- _Activity_
From the records below, copy out exactly the lines from the one containing "M1022,346l3,11 -11,3 -3,-11z" to the one containing "M20,148l8,247 1,152", both included. Add nothing else.

(Saved data entries)
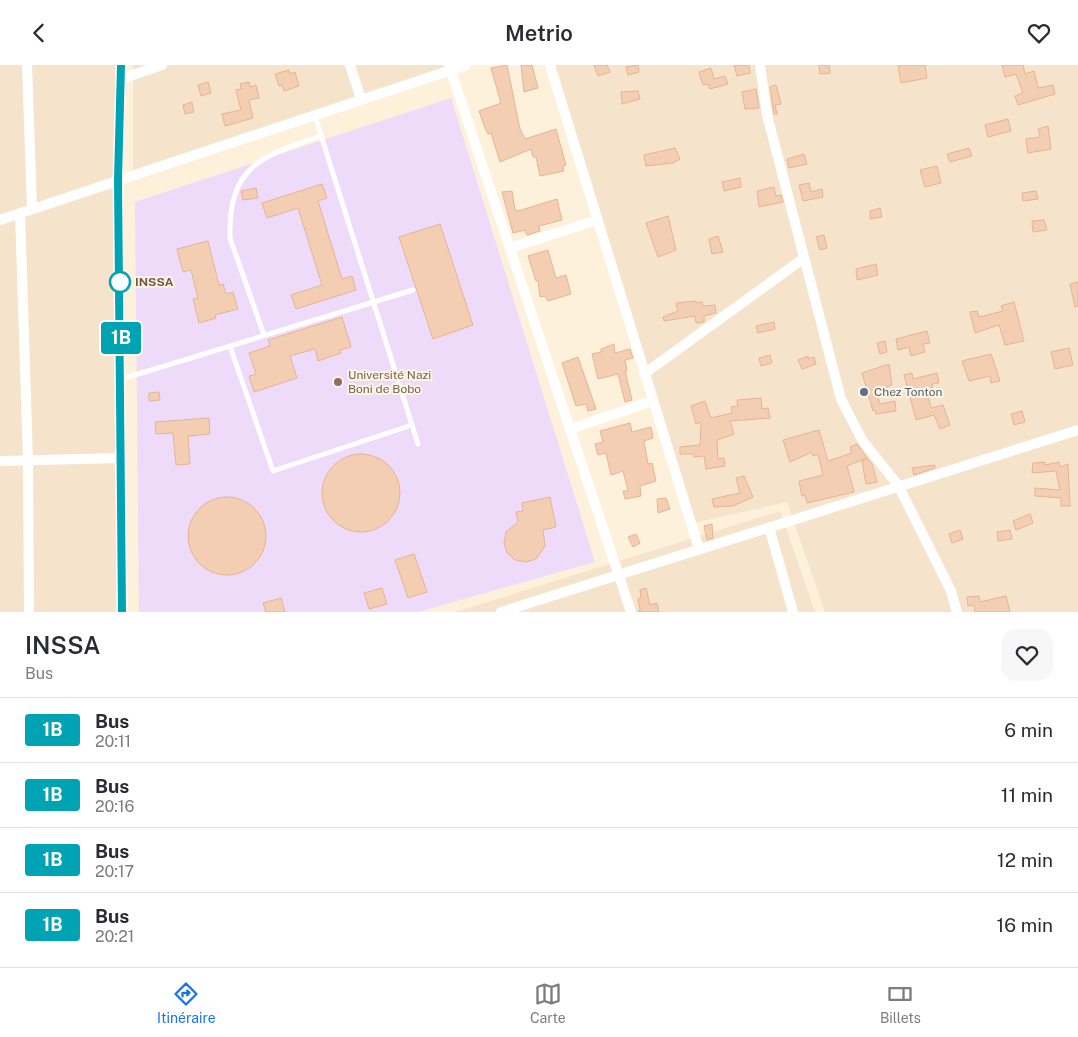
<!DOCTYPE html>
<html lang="fr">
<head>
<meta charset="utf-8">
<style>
  body { margin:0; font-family:"Public Sans",sans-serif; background:#f7f7f7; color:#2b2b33; height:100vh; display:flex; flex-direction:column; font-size:19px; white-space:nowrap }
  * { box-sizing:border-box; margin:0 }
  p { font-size:16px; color:#7c7c81 }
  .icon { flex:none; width:28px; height:28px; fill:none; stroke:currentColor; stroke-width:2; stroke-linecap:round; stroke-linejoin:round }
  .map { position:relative; height:547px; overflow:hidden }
  .details { display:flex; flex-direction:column; background:#fff; flex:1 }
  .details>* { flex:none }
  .badge { padding:0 10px; border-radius:4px; font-size:18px; line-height:32px }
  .map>.badge { position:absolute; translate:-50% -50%; box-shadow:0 0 0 2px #fff }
  .round { display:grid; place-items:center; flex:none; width:52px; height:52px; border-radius:15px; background:#f7f7f7 }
  .overview { display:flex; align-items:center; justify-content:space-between; height:85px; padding:0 25px }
  h1 { font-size:24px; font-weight:600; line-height:38px }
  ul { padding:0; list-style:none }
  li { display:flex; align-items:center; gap:15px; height:65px; padding:0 25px; border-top:1px solid #e1e1e2 }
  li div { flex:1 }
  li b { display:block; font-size:19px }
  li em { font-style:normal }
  li .badge { min-width:55px; font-weight:700; text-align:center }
  header { display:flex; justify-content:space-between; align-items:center; height:65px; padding:0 25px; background:#fff; font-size:22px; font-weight:600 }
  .menu { display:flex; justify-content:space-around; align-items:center; height:70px; border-top:1px solid #e1e1e2; background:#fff; font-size:14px; color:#7c7c81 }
  .menu a { display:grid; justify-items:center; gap:2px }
  .menu .active { color:#1a73e8 }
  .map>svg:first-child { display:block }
  .residential { fill:#f5e3cb }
  .education { fill:#eedaf9 }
  .building { fill:#f4ceb3; stroke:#e7b492 }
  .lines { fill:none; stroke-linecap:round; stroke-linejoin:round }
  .service { stroke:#fff; stroke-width:5 }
  .minor { stroke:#fff; stroke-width:10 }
  .line-casing { stroke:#fff; stroke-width:11 }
  .line { stroke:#00a3b4; stroke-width:8 }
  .stop-dot { fill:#fff; stroke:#00a3b4; stroke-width:2.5 }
  .education-dot { fill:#8d6e63; stroke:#fff5e4; stroke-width:2 }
  .service-dot { fill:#5c6f8a; stroke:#fff5e4; stroke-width:2 }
  .labels { text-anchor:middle; stroke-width:4; stroke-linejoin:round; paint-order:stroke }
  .stop-label { font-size:12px; font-weight:bold; fill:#735645; stroke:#fff5e4; text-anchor:start }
  .education-label { font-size:12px; fill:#785e54; stroke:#fff5e4; text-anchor:start }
  .service-label { font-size:12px; fill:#4e5e75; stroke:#fff5e4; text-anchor:start }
</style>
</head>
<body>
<header><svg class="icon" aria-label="back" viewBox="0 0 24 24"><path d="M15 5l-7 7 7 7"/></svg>Metrio<svg class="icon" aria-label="heart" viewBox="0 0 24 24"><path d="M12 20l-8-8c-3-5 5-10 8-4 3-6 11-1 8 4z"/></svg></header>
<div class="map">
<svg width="1078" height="547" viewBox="0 0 1078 547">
  <rect width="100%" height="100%" fill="#fdf1dc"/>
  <path class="residential" d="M0,0h115l3,547h-118z
    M133,0h319l-319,105z
    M555,0h523v547h-253l-38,-110 -94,21z
    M780,446l35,101h-360z"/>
  <path class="education" d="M451,33l144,464 -177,50h-279l-4,-410z"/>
  <path class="building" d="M507,0l13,64 5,10 31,-10 10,36 -3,1 1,5 -24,5 -4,-19h-3l-2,-8 -31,13 -9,-29 -3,1 -3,-6 -6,-17 22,-8 -10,-35z
    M521,0h11l6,23 -14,4z
    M594,0h13l3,7 -12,4z
    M638,0l1,7 -11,3 -2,-8z
    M734,0h15l1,8 -13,3z
    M819,0h10l1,8 -10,1z
    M898,0h27l2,13 -26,5z
    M1002,0h21l2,9 9,-3 4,17 15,-3 2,9 -37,11 -3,-9 8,-3 -7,-19 -11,3z
    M711,3l3,11 11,-3 3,8 -18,5 -2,-5 -5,1 -4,-13z
    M289,5l1,4 5,-2 4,14 -15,5 -2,-6 -3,1 -4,-12z
    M208,17l3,11 -10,3 -3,-11z
    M249,17l1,5 6,-2 3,13 -10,2 4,18 -28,8 -3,-12 19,-4 -5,-20 5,-1 -1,-5z
    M776,20l5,19 -6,1 2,9h-3l-4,-27z
    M756,24l3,19 -14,1 -3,-17z
    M638,26l2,8 -18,5 -1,-12z
    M192,37l2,10 -9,2 -2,-9z
    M1008,54l3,12 -23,6 -3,-12z
    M1048,61l3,23 -23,4 -2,-14 14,-2 -2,-8z
    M675,83l5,11 -7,4 -27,3 -2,-11z
    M969,83l3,8 -22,6 -3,-8z
    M804,89l3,10 -18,4 -2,-9z
    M937,101l4,17 -16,4 -5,-17z
    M740,113l1,9 -17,4 -2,-9z
    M809,118l2,9 11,-3 1,8 -20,4 -4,-16z
    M322,119l5,14 -9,3 24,78 10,-3 4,14 -60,19 -5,-14 31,-10 -24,-77 -31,10 -5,-15z
    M774,122l2,9 5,-1 2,7 -24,5 -2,-16z
    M256,123l2,10 -15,2 -2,-9z
    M512,126l3,19 3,1 39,-12 5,21 -23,6 1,5 -13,4 -2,-5 -12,3 -11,-41z
    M1036,126l2,8 -15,2 -1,-8z
    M880,143l2,9 -12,2v-8z
    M668,151l8,34 -18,7 -12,-34z
    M1044,155l3,10 -14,2 -1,-11z
    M440,159l33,101 -40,14 -34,-102z
    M824,170l3,13 -7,2 -4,-13z
    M718,171l5,16 -11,2 -3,-15z
    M208,176l11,44 4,-1 3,10 7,-2 5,17 -23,6 1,3 -17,5 -6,-24 5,-1 -7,-28 -8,2 -6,-23z
    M548,185l8,28 10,-3 5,19 -23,7 -3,-5 -5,1 -2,-16h-2l-8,-25z
    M876,199l2,11 -21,5 -1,-11z
    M1078,217v24l-3,1 -5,-23z
    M696,236v2l6,-1 1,4 12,-1 1,8 -12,3v6l-8,1 -1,-7 -31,5 -1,-4 15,-6 -2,-8z
    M1014,237l10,39 -19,4 -6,-20 -24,8 -5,-21 7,-1 2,6 24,-6 -2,-5z
    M342,252l9,30 -11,3 1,3 -23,8 -3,-12 -25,7 7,22 -43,14 -5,-16 7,-2 -7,-21 21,-7 -2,-6z
    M774,257l1,7 -17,4 -2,-7z
    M927,266l3,12 -7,1 2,8 -14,4 -2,-9 -11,3 -2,-11z
    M885,276l2,11 -7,2 -3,-11z
    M614,279l1,9 15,-4 3,9 -8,2 2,11h-2l7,29 -7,2 -7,-28 -20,5 -6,-25 9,-2v-3z
    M1069,283l4,17 -18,4 -4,-17z
    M991,289l9,27 -9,2 -1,-7 -21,5 -7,-20z
    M770,290l2,8 -11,3 -2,-8z
    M808,291v3l6,-2 2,7 -14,5 -4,-9z
    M578,292l18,52 -8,2 -2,-7 -10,2 -14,-43z
    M889,299l3,21 -16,6 4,13 15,-3 1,10 -20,3 -1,-4 -2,1 -11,-38z
    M912,308l1,6 24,-6 2,10 -7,1 1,6 -6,1 4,17 12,-3 7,20 -10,4 -6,-14 -18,5 -12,-45z
    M159,327l1,8 -11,1v-8z
    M761,333l1,11 6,-1 2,10 -40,3 4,13 -17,6 1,19 6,-1 1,8 -19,3 -2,-13 -10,1v-3h-14v-7l20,-2 1,-23 -5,2 -5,-18 14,-5 6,17 21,-5 -1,-6 7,-1 -1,-6z
    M1022,346l3,11 -11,3 -3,-11z
    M209,353l1,16 -22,2 2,28 -14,1 -3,-32 -17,1 -1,-12z
    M630,358l2,9 19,-5 2,11 -9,3 4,23 4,-1 4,18 -16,5 1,10 -16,3 -2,-8h5l-5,-20 -12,4 -5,-22 -8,2 -3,-11 8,-2 -3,-11z
    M819,365l9,31 24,-8 -2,-6 7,-3 10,14 -20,8 7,26 -47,11 -2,-8 -3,1 -3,-15 24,-6 -5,-21 -5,2 -1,-4 -22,10 -7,-22z
    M322 428a39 39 0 1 1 78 0a39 39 0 1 1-78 0Z
    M868,394l4,5 5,18 -11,2 -4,-23z
    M1045,397v3l14,-3 1,5 8,-3 2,42h-9v-8l-26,-2v-8l25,2 -4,-19 -24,2 1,-10z
    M935,400v3l-21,7 -2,-7z
    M744,411l9,21 -20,9 -19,1 -2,-8 28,-6 -4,-15z
    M188 471a39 39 0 1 1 78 0a39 39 0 1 1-78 0Z
    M550,432l6,30 -13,3 2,16 -9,13 -10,3 -11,-2 -8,-7 -3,-10 2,-11 12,-10 -2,-10 7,-1 -1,-8z
    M666,433l4,11 -12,4 -1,-14z
    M1030,449l3,9 -17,7 -3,-9z
    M712,459l1,14 -6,2 -3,-14z
    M960,465l3,9 -11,4 -3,-9z
    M1010,465l2,9 -14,2 -1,-9z
    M636,469l4,9 -7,4 -5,-10z
    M414,489l13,38 -19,6 -13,-38z
    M382,523l5,16 -18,5 -5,-16z
    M646,523l4,17 7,-2 2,9h-21l2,-3 -2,-10 3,-1 -1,-8z
    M979,531l1,6 26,-6 4,16h-35l-1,-7 -6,1 -1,-9z
    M281,533l4,14h-19l-3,-9z"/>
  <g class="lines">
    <path class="service" d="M315,51l103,328
      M264,270l-34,-97c-2,-72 31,-82 91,-102
      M230,281l43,125 139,-46
      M122,314l291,-89"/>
    <path class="minor" d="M27,0l5,144
      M121,0l-3,115 4,432
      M350,0l11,34
      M449,0l182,547
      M550,0l149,484
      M760,0l7,50 74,284 21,41 36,45 53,106 6,21
      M121,14l41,-14
      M20,148l8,247 1,152
      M0,155l466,-155
      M510,183l87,-28
      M644,309l160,-116
      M571,364l81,-28
      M0,396l122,-3
      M769,462l24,85
      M501,547l577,-182"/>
  </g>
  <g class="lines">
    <g class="line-casing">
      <path id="line" d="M121,0l-3,115 4,432"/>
    </g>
    <use href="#line" class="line"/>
  </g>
  <circle class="stop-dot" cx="120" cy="217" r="10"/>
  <circle class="education-dot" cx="338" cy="317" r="5"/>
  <circle class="service-dot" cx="864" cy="327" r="5"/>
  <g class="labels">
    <g class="stop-label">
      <text x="135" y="221">INSSA</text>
    </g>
    <g class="education-label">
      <text x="348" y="314">Université Nazi<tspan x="348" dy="14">Boni de Bobo</tspan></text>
    </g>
    <g class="service-label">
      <text x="874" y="331">Chez Tonton</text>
    </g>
  </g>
</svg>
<b class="badge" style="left:121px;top:273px;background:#00a3b4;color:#fff">1B</b>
</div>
<section class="details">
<div class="overview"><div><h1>INSSA</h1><p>Bus</p></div><a class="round"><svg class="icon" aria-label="heart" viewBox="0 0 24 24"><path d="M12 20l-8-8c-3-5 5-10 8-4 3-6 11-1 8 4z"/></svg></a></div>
<ul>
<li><span class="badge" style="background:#00a3b4;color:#fff">1B</span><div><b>Bus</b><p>20:11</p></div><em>6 min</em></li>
<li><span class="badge" style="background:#00a3b4;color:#fff">1B</span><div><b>Bus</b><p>20:16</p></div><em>11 min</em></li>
<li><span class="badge" style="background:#00a3b4;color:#fff">1B</span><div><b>Bus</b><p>20:17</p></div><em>12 min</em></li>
<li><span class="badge" style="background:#00a3b4;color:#fff">1B</span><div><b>Bus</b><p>20:21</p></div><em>16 min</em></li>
</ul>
</section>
<nav class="menu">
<a class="active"><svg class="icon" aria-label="directions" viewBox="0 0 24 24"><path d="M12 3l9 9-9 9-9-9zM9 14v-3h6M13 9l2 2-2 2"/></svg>Itinéraire</a>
<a><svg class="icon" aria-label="map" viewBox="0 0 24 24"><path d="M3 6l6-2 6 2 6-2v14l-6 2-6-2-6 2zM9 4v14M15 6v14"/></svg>Carte</a>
<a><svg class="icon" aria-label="tickets" viewBox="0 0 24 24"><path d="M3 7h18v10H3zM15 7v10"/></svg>Billets</a>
</nav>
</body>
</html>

- _Exercise output_
    M1022,346l3,11 -11,3 -3,-11z
    M209,353l1,16 -22,2 2,28 -14,1 -3,-32 -17,1 -1,-12z
    M630,358l2,9 19,-5 2,11 -9,3 4,23 4,-1 4,18 -16,5 1,10 -16,3 -2,-8h5l-5,-20 -12,4 -5,-22 -8,2 -3,-11 8,-2 -3,-11z
    M819,365l9,31 24,-8 -2,-6 7,-3 10,14 -20,8 7,26 -47,11 -2,-8 -3,1 -3,-15 24,-6 -5,-21 -5,2 -1,-4 -22,10 -7,-22z
    M322 428a39 39 0 1 1 78 0a39 39 0 1 1-78 0Z
    M868,394l4,5 5,18 -11,2 -4,-23z
    M1045,397v3l14,-3 1,5 8,-3 2,42h-9v-8l-26,-2v-8l25,2 -4,-19 -24,2 1,-10z
    M935,400v3l-21,7 -2,-7z
    M744,411l9,21 -20,9 -19,1 -2,-8 28,-6 -4,-15z
    M188 471a39 39 0 1 1 78 0a39 39 0 1 1-78 0Z
    M550,432l6,30 -13,3 2,16 -9,13 -10,3 -11,-2 -8,-7 -3,-10 2,-11 12,-10 -2,-10 7,-1 -1,-8z
    M666,433l4,11 -12,4 -1,-14z
    M1030,449l3,9 -17,7 -3,-9z
    M712,459l1,14 -6,2 -3,-14z
    M960,465l3,9 -11,4 -3,-9z
    M1010,465l2,9 -14,2 -1,-9z
    M636,469l4,9 -7,4 -5,-10z
    M414,489l13,38 -19,6 -13,-38z
    M382,523l5,16 -18,5 -5,-16z
    M646,523l4,17 7,-2 2,9h-21l2,-3 -2,-10 3,-1 -1,-8z
    M979,531l1,6 26,-6 4,16h-35l-1,-7 -6,1 -1,-9z
    M281,533l4,14h-19l-3,-9z"/>
  <g class="lines">
    <path class="service" d="M315,51l103,328
      M264,270l-34,-97c-2,-72 31,-82 91,-102
      M230,281l43,125 139,-46
      M122,314l291,-89"/>
    <path class="minor" d="M27,0l5,144
      M121,0l-3,115 4,432
      M350,0l11,34
      M449,0l182,547
      M550,0l149,484
      M760,0l7,50 74,284 21,41 36,45 53,106 6,21
      M121,14l41,-14
      M20,148l8,247 1,152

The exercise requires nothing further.